Nächste Seite
auf & davon

Der Bundestag befasste sich am 26. April in erster Lesung mit Verschärfungen des Ausländer- und Flüchtlingsrechts. Die  Flüchtlings- hilfsorganisation Pro Asyl spricht von einem „umfassenden Verschärfungskatalog.“ Mehr Haft, weniger Rechtsschutz, mehr soziale Ausgrenzung seien zu erwarten. Im Einzelnen:

• Asylsuchende, die in einen anderen EU-Staat überstellt werden sollen, weil dieser für das Verfahren zuständig ist, sollen künftig keine Chance mehr haben, Rechtsmittel gegen ihre Abschiebung im Eilverfahren einzulegen. Sie werden in der Regel in monatelange Zuweisungshaft genommen.

• Die vorgesehene Bleiberechtsregelung enthält weit gefasste Ausschlussgründe. Auch Alte und Behinderte dürfen nur bleiben, wenn sie für ihren Lebensunterhalt sorgen können. Besonders perfide: Integrierten Kindern von Flüchtlingsfamilien wird ein eigenes Bleiberecht zugesprochen, aber nur, wenn ihre Familien freiwillig ausreisen.

• Bisher können sich unter 23-Jährige einbürgern lassen, ohne für den eigenen Lebensunterhalt aufkommen zu müssen. Studenten und Auszubildende brauchen also nicht Studium oder Ausbildung  abbrechen, um den deutschen Pass zu bekommen. Diese bescheidene Erleichterung soll wegfallen.

• Auch künftig wird es Kettenduldungen geben, denn der Übergang von der Duldung zur Aufenthaltserlaubnis bliebt so restriktiv geregelt wie bisher.
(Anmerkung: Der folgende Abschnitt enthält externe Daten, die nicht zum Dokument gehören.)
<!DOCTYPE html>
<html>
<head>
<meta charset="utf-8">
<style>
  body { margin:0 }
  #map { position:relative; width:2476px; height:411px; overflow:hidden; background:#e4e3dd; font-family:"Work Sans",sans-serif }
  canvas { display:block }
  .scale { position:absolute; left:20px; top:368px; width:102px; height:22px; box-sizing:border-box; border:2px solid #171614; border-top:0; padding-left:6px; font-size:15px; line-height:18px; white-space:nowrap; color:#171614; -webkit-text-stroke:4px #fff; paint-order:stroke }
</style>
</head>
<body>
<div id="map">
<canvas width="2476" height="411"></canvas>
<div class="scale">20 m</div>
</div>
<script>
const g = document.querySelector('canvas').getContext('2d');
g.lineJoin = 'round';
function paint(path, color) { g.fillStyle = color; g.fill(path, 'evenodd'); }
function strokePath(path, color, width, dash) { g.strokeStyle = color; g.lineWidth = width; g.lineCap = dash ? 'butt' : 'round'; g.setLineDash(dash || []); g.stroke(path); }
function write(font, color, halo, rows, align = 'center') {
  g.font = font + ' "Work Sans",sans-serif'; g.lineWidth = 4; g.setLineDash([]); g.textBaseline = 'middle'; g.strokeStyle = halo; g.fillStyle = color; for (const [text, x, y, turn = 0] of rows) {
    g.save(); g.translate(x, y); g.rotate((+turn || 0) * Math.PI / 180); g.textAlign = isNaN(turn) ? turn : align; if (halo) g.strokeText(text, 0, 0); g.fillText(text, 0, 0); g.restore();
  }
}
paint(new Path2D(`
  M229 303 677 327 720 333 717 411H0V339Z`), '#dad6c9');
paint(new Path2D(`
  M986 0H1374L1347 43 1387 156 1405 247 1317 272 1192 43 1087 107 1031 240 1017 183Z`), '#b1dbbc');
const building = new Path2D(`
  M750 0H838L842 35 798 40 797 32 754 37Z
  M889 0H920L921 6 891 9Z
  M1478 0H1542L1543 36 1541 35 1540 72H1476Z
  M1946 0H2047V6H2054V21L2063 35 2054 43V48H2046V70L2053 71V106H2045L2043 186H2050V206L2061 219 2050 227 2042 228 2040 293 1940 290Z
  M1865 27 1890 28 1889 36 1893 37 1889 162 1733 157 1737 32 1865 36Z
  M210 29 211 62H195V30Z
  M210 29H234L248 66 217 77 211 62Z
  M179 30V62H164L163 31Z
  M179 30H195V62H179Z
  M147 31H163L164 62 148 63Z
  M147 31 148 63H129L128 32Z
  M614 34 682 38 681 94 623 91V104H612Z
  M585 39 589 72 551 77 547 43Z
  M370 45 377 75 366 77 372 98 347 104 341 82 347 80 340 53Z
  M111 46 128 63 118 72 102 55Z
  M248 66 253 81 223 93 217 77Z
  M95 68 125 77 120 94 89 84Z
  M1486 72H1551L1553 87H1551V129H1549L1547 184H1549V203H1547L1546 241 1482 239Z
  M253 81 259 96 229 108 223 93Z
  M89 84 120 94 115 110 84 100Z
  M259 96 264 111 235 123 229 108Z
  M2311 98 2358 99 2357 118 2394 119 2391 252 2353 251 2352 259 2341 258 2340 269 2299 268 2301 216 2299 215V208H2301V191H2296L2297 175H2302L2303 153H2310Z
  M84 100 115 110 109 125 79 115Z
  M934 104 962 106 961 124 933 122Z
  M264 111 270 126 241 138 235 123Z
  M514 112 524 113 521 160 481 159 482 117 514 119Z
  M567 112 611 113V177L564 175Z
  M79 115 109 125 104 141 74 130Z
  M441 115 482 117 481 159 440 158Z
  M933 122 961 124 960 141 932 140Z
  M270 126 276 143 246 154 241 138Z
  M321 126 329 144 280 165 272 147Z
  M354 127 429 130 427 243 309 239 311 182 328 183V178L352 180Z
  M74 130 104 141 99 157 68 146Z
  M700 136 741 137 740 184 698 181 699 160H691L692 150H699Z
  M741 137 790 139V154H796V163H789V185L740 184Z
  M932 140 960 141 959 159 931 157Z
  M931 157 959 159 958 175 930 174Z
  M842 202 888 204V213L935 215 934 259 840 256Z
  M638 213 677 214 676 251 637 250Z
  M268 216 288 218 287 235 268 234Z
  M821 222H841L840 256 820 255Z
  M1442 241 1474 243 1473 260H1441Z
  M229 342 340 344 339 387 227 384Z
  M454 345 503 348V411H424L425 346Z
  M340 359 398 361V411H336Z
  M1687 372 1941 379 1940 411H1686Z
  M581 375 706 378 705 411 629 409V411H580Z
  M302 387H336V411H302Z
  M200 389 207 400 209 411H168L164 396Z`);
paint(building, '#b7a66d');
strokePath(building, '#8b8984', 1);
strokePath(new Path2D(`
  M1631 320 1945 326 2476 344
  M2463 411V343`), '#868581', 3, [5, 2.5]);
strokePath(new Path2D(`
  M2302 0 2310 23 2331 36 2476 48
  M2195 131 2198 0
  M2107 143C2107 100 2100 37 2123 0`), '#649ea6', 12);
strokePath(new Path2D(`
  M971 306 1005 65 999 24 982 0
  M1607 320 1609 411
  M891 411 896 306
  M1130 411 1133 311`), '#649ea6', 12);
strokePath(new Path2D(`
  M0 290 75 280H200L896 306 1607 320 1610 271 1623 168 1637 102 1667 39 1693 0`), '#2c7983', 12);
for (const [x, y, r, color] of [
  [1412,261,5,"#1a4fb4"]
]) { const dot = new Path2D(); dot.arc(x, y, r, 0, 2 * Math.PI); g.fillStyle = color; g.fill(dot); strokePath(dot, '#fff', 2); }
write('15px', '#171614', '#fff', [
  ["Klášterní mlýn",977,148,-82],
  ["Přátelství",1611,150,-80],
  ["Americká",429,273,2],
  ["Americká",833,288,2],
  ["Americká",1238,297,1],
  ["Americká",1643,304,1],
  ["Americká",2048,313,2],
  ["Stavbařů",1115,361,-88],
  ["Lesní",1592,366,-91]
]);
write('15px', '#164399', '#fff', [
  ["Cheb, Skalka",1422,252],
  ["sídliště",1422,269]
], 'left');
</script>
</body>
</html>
Kaum 20 Prozent der Dauergeduldeten werden von der neuen Regelung profitieren können.

• Statt drei Jahre müssen Asylsuchende künftig vier Jahre mit den „Leistungen für Asylsuchende“ auskommen, die mehr als 30 Prozent unter dem Sozialhilfeniveau liegen.

• Nachziehende Ehegatten müssen Deutschkenntnisse künftig bereits im Herkunftsland erwerben und nachweisen. Nur für privilegierte Staaten wie z.B. die USA, Australien, Kanada oder Japan soll dies nicht gelten. Pro Asyl: „Dies stellt eine massive Diskriminierung dar. Wie sollen Menschen aus ländlichen Regionen ohne Zugang zu Sprachkursen Deutsch lernen?“

• Für die Altersbestimmung bei Minderjährigen sollen künftig „körperliche Eingriffe“ vorgenommen werden dürfen, die einen Eingriff in die körperliche Unversehrtheit darstellen. Diese Maßnahmen sollen bereits bei 14-Jährigen zulässig sein. Die Beweislast für sein Alter soll dem Kind aufgebürdet werden.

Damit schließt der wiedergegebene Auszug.